A year into the ongoing Israel–Hamas war the picture for chemists and other researchers in the region is bleak. And the new war that erupted last month between Israel and the Iran-backed radical Islamist group Hezbollah, based in Lebanon, has further compounded the situation.
By mid-January of this year, media reports indicated that Israeli military forces had destroyed the last standing university in Gaza, which was Al Israa University. The military assault has killed almost 100 university professors in Gaza by April, according to United Nations estimates. The Hamas-run health ministry estimates that more than 41,000 in Gaza have died since the start of the war. Around 1700 Israelis have died, including those killed during last year’s 7 October attacks.
Rami Morjan, an organic and medicinal chemist at the Islamic University of Gaza, whose lab and university were destroyed early on in the war, is living in a refugee camp in Deir El-Balah. He and his family have been there since 10 November.
Morjan lives in a small room with his wife and four children in his brother-in-law’s old house with a tin roof that leaks whenever it rains. His father- and mother-in-law also live in the tiny house.
There is no school for his children and the family sleeps on the floor. Morjan says it’s not safe to send his children outside of their shared room, noting that his oldest sister, brother-in-law and a nephew were all killed in March during an Israeli attack at a refugee camp in Rafah – also in Gaza. He has two other sisters who remain in Gaza.
One of Morjan’s research assistants was killed, along with her family, shortly after the war started with her infant daughter the sole survivor. Morjan still remains in touch with other members of his team over WhatsApp.

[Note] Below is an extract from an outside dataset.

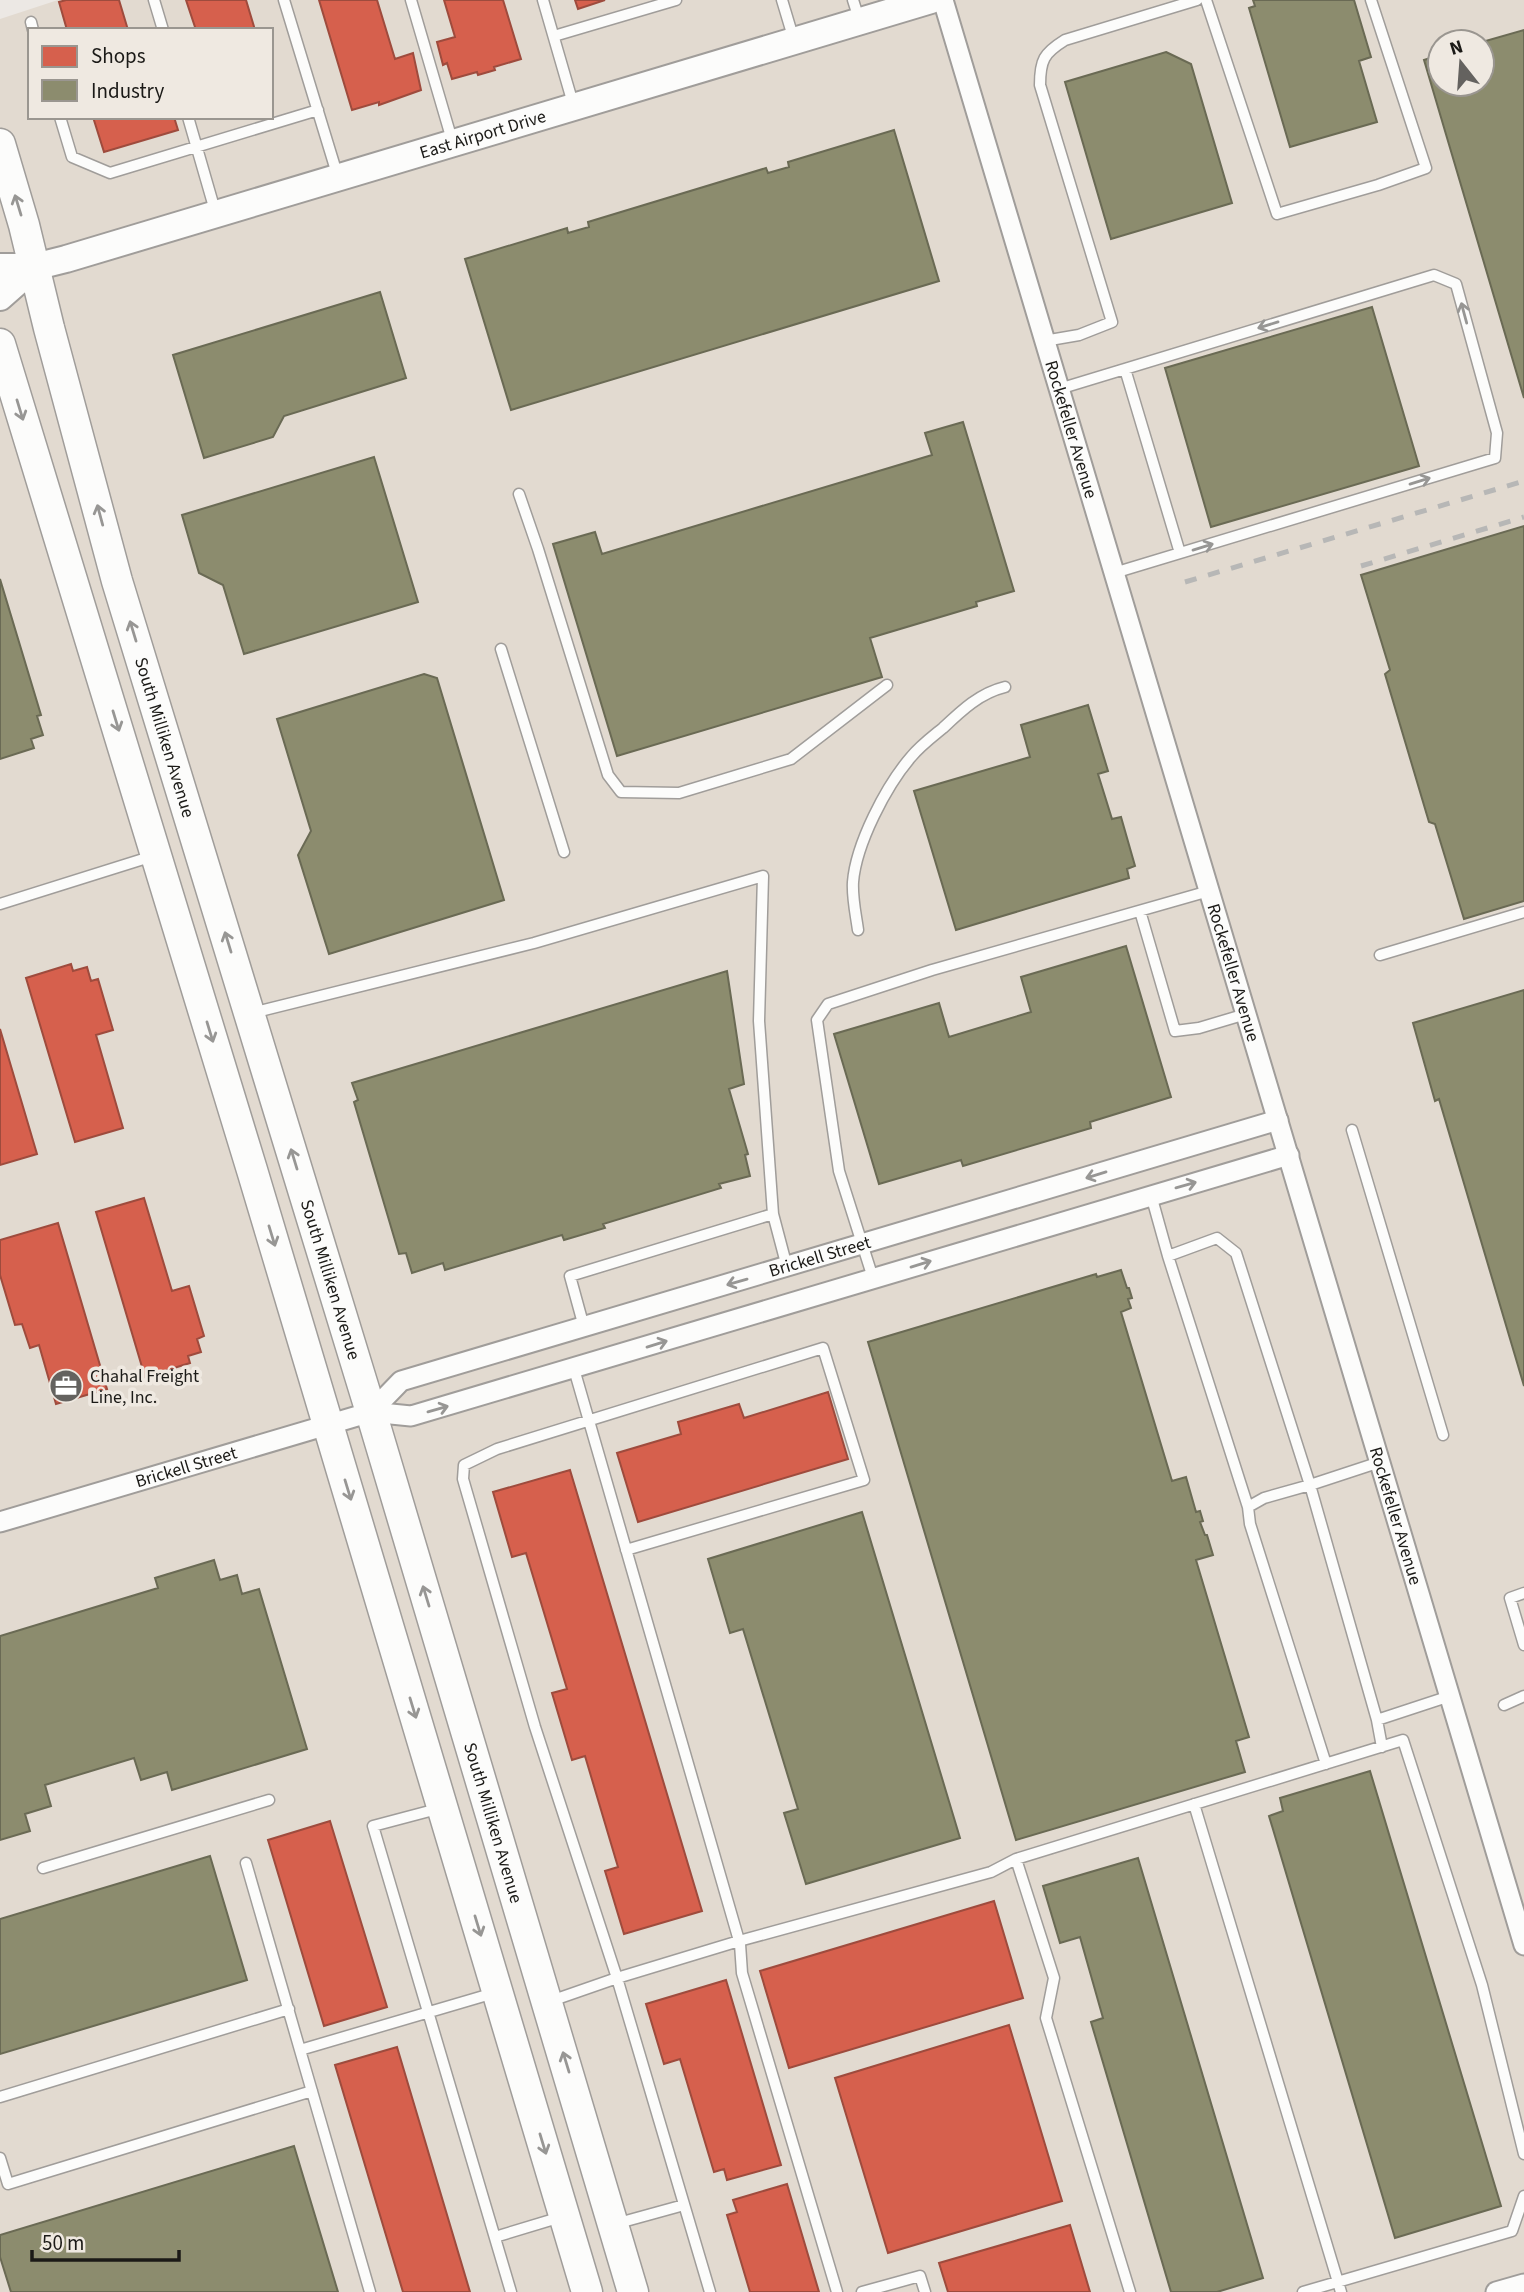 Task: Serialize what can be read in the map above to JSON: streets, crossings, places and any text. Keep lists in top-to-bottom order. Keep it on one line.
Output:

‘We spend most of our time trying to secure the essential needs for life like food and water,’ Morjan states. In addition, he says there is extremely limited electricity at the camp, and so research activities are completely paralysed.

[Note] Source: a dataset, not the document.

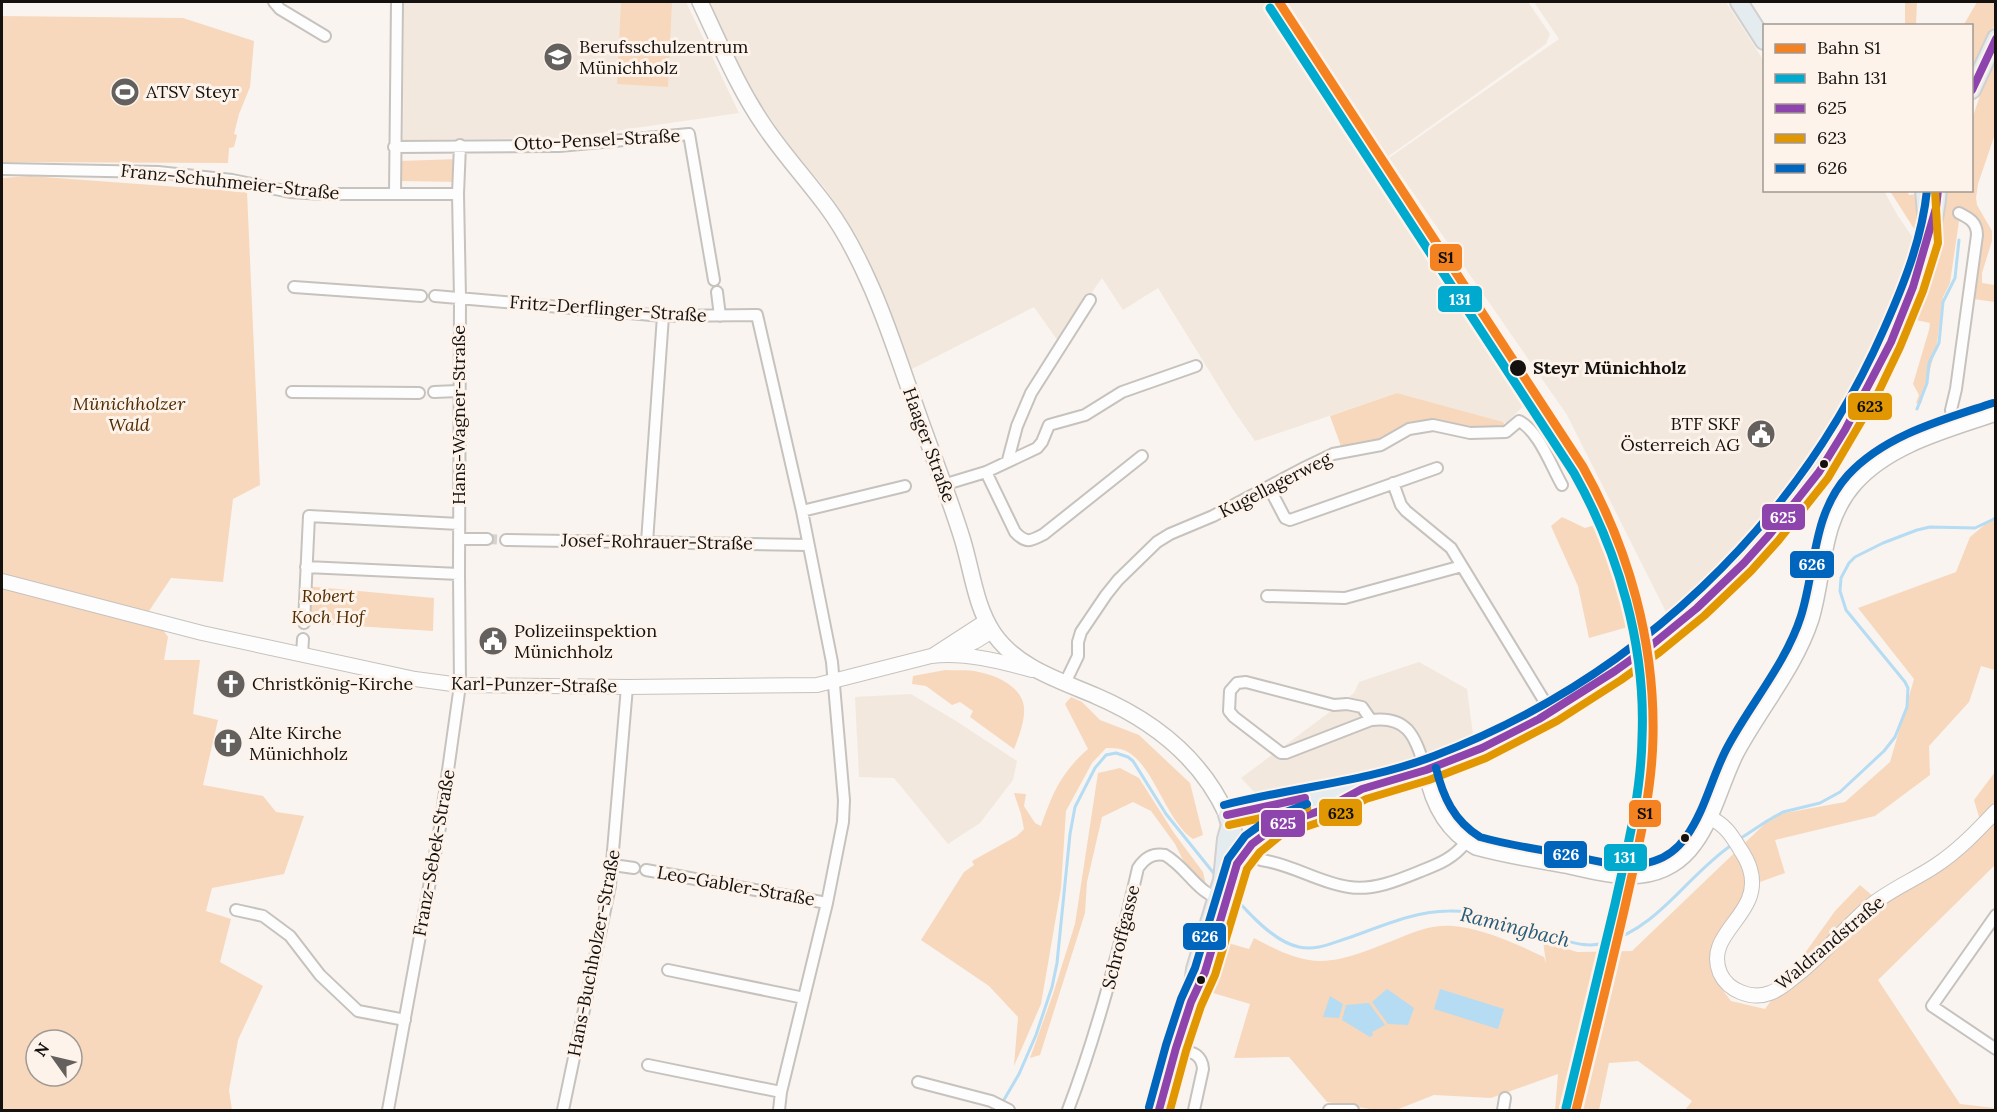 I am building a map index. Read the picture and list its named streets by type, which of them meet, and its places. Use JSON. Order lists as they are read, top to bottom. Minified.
{"streets":{"main road":["Haager Straße"],"street":["Otto-Pensel-Straße","Franz-Schuhmeier-Straße","Fritz-Derflinger-Straße","Hans-Wagner-Straße","Kugellagerweg","Josef-Rohrauer-Straße","Karl-Punzer-Straße","Franz-Sebek-Straße","Leo-Gabler-Straße","Schroffgasse","Waldrandstraße","Hans-Buchholzer-Straße"]},"crossings":[["Otto-Pensel-Straße","Hans-Wagner-Straße"],["Franz-Schuhmeier-Straße","Hans-Wagner-Straße"],["Fritz-Derflinger-Straße","Hans-Wagner-Straße"],["Fritz-Derflinger-Straße","Leo-Gabler-Straße"],["Hans-Wagner-Straße","Karl-Punzer-Straße"],["Hans-Wagner-Straße","Franz-Sebek-Straße"],["Haager Straße","Kugellagerweg"],["Haager Straße","Karl-Punzer-Straße"],["Josef-Rohrauer-Straße","Leo-Gabler-Straße"],["Karl-Punzer-Straße","Franz-Sebek-Straße"],["Karl-Punzer-Straße","Leo-Gabler-Straße"],["Karl-Punzer-Straße","Hans-Buchholzer-Straße"],["Leo-Gabler-Straße","Hans-Buchholzer-Straße"]],"water":["Ramingbach"],"parks":["Münichholzer Wald","Robert Koch Hof"],"places":{"school or university":["Berufsschulzentrum Münichholz"],"sports":["ATSV Steyr"],"other":["Steyr Münichholz"],"public building":["BTF SKF Österreich AG","Polizeiinspektion Münichholz"],"church":["Christkönig-Kirche","Alte Kirche Münichholz"]},"lines":["rail line S1","rail line 131","transit line 625","transit line 623","transit line 626"],"legend":["Bahn S1","Bahn 131","625","623","626"],"north":"top left"}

As of April 2024, the deaths of 95 professors in Gaza had been reported, according to new analysis by the Scholars at Risk (Sar) Network based in the US. This includes Sufyan Tayeh, a leading physicist in Gaza and president of the Islamic University of Gaza, who was killed in an Israeli air strike.
‘The universities have been demolished and the old data I have [that] should be published is not a priority at war time,’ says Morjan. ‘Writing scientific research requires a comfortable psychological atmosphere and a clear mind and this is not available during the war.’
Teaching chemistry
But, against all the odds, he is managing to teach five chemistry courses remotely. Although the universities in Gaza are devastated or no longer exist, Morjan says most have successfully launched online teaching.
In August, he began teaching organic chemistry, general chemistry, biochemistry for nursing, organic chemistry for health sciences students and industrial chemistry. Morjan uses lectures he pre-recorded during the Covid-19 pandemic, answers student questions via WhatsApp groups, and uses e-learning software Moodle to set homework and exams. Most of his students are also in Gaza and a few of them have managed to relocate to Egypt.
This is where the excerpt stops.